DIRECTIONS: Your answer must be one number: the count of lines below that include "labels".

○ ○ ○

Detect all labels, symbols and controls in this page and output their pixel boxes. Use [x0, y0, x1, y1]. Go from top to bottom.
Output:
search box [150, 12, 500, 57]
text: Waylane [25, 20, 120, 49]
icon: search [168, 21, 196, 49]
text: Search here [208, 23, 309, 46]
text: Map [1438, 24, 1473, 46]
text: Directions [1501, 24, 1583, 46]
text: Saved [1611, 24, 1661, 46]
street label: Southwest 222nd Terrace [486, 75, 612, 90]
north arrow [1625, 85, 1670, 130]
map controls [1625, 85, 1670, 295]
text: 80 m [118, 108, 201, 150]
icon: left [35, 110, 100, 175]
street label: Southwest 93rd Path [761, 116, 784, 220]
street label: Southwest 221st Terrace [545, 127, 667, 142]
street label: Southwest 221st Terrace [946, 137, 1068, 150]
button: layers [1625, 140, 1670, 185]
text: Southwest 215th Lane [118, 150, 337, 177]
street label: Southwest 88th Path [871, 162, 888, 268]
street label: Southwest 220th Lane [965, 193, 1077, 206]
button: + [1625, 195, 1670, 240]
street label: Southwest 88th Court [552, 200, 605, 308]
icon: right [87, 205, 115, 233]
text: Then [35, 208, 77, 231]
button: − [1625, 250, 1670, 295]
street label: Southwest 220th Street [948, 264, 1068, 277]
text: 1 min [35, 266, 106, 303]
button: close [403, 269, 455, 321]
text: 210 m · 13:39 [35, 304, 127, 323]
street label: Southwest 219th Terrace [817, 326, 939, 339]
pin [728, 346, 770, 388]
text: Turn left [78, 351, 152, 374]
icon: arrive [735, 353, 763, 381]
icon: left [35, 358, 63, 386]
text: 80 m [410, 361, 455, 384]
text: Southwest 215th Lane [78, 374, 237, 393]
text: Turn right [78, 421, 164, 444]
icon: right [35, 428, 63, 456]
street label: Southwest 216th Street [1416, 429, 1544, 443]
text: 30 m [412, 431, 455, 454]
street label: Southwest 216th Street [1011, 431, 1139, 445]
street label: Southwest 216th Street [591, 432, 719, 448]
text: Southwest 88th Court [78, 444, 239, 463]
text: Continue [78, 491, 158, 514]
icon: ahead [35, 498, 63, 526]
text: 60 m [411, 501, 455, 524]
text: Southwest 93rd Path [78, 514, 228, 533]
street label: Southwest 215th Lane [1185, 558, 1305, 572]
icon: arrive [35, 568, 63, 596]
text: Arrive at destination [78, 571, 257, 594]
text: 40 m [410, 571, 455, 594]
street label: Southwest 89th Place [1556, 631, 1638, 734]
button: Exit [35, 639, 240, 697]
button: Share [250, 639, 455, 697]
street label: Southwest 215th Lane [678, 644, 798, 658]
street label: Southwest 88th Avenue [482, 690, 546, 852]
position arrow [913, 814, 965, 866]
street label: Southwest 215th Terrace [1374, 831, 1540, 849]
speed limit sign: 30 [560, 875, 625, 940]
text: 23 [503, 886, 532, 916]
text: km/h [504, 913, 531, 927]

○ ○ ○

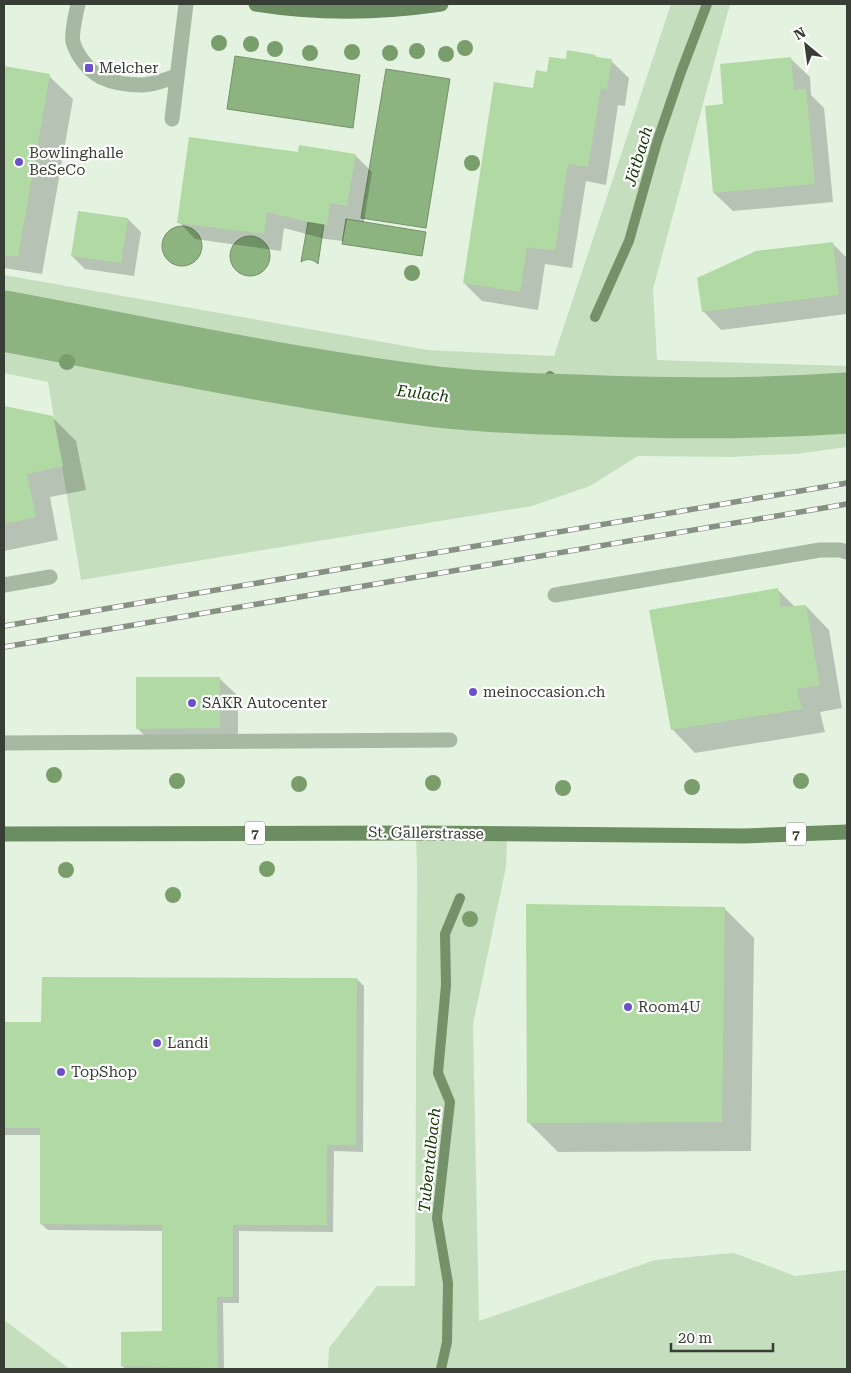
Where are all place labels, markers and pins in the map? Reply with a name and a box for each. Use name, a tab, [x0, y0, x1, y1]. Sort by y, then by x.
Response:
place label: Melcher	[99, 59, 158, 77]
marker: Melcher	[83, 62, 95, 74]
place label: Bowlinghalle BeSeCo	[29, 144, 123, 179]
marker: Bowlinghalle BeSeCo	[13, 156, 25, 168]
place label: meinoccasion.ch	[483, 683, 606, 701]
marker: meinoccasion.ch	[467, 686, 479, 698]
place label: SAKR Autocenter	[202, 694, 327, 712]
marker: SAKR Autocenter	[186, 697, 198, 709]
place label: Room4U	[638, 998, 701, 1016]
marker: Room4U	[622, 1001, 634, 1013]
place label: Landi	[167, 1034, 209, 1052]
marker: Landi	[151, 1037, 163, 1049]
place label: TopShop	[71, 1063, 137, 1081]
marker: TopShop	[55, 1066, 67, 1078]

○ ○ ○

RESULT: 2